Dan Plesch, an Afghanistan analyst from the School of African and Oriental Studies in London, told Al Jazeera that Western powers involved in Afghanistan could be defeated.

“The Western military powers have to face the serious issue of defeat here, it may well be that the Pashtun-led Taliban movement could defeat international forces,” he said.

“We need to consider that [Osama] bin Laden in launching 9/11, he and his compatriots may have anticipated, and indeed invited American intervention, wishing to draw them into their territory and defeat them like they did with the Soviets.

“Nato and US forces may be staring defeat in the face over the course of next few years, and we need to think about how a Western humiliation in Afghanistan would impact on us.”

Leaked correspondence

On Saturday, the British government denied a claim that the UK believes the military campaign in Afghanistan is doomed to failure, after a French newspaper reported that London’s ambassador to Kabul had said foreign troops were adding to Afghanistan’s problems by helping keep in place a failing government in Kabul.

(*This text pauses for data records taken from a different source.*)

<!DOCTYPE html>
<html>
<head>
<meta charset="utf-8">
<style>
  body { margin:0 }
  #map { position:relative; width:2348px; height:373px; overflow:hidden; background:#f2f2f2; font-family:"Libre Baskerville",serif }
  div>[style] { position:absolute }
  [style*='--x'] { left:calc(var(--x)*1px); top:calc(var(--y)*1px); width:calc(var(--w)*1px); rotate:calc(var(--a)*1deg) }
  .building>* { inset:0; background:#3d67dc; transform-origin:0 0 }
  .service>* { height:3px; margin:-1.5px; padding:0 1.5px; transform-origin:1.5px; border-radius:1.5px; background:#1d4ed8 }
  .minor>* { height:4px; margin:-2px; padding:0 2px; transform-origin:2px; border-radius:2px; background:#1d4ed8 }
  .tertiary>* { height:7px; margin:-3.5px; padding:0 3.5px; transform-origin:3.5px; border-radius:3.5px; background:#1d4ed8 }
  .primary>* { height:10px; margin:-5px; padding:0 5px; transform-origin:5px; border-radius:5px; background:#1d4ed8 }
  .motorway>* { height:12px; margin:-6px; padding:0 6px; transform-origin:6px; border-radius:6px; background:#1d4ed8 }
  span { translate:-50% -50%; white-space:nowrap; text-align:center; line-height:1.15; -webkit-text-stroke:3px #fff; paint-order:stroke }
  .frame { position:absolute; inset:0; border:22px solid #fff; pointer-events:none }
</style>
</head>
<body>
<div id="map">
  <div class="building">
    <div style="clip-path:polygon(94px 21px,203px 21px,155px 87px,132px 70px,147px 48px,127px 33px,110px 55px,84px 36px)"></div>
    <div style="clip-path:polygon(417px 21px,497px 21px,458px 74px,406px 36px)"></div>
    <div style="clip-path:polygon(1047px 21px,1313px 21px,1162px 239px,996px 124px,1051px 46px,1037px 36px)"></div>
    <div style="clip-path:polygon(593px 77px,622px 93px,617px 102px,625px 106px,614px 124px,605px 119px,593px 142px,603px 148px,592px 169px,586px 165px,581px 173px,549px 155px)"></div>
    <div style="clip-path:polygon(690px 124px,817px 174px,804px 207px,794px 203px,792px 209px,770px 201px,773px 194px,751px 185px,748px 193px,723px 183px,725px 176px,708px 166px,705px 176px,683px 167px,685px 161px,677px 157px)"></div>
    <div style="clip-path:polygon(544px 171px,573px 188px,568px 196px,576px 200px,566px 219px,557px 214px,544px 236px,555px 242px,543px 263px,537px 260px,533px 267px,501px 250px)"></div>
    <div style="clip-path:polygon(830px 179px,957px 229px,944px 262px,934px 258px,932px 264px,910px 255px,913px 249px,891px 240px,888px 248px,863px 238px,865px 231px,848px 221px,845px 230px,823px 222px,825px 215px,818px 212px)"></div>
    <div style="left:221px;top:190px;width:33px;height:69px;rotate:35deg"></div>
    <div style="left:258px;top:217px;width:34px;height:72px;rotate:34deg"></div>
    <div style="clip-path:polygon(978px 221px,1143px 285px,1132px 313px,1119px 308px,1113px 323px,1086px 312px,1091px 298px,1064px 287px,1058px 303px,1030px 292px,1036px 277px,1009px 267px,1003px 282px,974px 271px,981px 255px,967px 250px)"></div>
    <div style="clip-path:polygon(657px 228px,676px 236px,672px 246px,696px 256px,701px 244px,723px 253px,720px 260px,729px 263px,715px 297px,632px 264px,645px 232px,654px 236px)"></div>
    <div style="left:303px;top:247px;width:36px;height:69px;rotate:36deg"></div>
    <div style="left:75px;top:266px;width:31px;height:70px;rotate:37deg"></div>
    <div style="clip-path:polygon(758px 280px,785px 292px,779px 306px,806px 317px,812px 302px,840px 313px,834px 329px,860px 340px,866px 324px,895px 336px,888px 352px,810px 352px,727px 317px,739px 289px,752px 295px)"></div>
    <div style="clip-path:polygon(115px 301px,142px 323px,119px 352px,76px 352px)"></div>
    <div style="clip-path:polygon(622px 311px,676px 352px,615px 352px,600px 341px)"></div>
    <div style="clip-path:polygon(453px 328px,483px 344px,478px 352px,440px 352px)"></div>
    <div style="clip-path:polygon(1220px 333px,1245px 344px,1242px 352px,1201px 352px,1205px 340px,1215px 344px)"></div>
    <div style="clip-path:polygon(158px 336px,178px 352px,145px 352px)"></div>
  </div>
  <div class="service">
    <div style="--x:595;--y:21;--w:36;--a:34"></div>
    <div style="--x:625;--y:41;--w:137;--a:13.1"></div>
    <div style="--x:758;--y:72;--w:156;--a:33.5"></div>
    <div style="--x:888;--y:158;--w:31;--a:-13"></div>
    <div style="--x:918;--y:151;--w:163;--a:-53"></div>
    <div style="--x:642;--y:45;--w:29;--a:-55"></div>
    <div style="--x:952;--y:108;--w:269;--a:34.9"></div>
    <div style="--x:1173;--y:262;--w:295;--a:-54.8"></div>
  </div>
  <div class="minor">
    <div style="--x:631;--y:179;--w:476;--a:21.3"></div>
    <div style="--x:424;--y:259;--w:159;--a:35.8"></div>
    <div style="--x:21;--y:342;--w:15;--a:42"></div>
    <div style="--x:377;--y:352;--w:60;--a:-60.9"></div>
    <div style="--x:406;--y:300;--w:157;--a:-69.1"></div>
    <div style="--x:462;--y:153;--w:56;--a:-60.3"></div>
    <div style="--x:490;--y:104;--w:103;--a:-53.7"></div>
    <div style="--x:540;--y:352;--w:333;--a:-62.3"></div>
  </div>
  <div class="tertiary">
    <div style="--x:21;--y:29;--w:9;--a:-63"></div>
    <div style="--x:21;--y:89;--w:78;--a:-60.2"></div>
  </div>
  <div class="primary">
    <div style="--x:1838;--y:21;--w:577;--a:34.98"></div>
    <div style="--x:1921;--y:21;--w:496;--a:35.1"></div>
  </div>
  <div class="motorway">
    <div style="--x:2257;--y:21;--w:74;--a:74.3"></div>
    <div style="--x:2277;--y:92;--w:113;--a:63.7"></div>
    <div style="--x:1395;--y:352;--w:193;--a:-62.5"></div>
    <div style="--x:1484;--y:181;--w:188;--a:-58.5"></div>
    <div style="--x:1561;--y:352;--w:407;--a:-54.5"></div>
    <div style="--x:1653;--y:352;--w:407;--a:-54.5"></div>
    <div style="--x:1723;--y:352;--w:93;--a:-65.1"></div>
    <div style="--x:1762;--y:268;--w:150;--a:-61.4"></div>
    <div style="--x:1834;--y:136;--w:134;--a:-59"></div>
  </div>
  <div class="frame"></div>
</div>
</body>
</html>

France’s weekly Le Canard Enchaine had published what it said was a leaked French diplomatic telegram recounting talks between Sherard Cowper-Coles, the British ambassador to Kabul, and a French official.

The newspaper quoted Cowper-Coles as saying that “the American strategy is destined to fail” and that Afghanistan might best be “governed by an acceptable dictator”.

The newspaper, a weekly publication known for its investigative stories, published excerpts of the telegram, including a passage that quoted the British ambassador as criticising both US presidential candidates over pledges to send more troops to Afghanistan.

“It is the American presidential candidates who must be dissuaded from getting further bogged down in Afghanistan,” an extract of the telegram published by the newspaper quoted Cowper-Coles as saying.

The newspaper said it had obtained a copy of the two-page telegram, which it reported was sent from Kabul to Paris on September 2.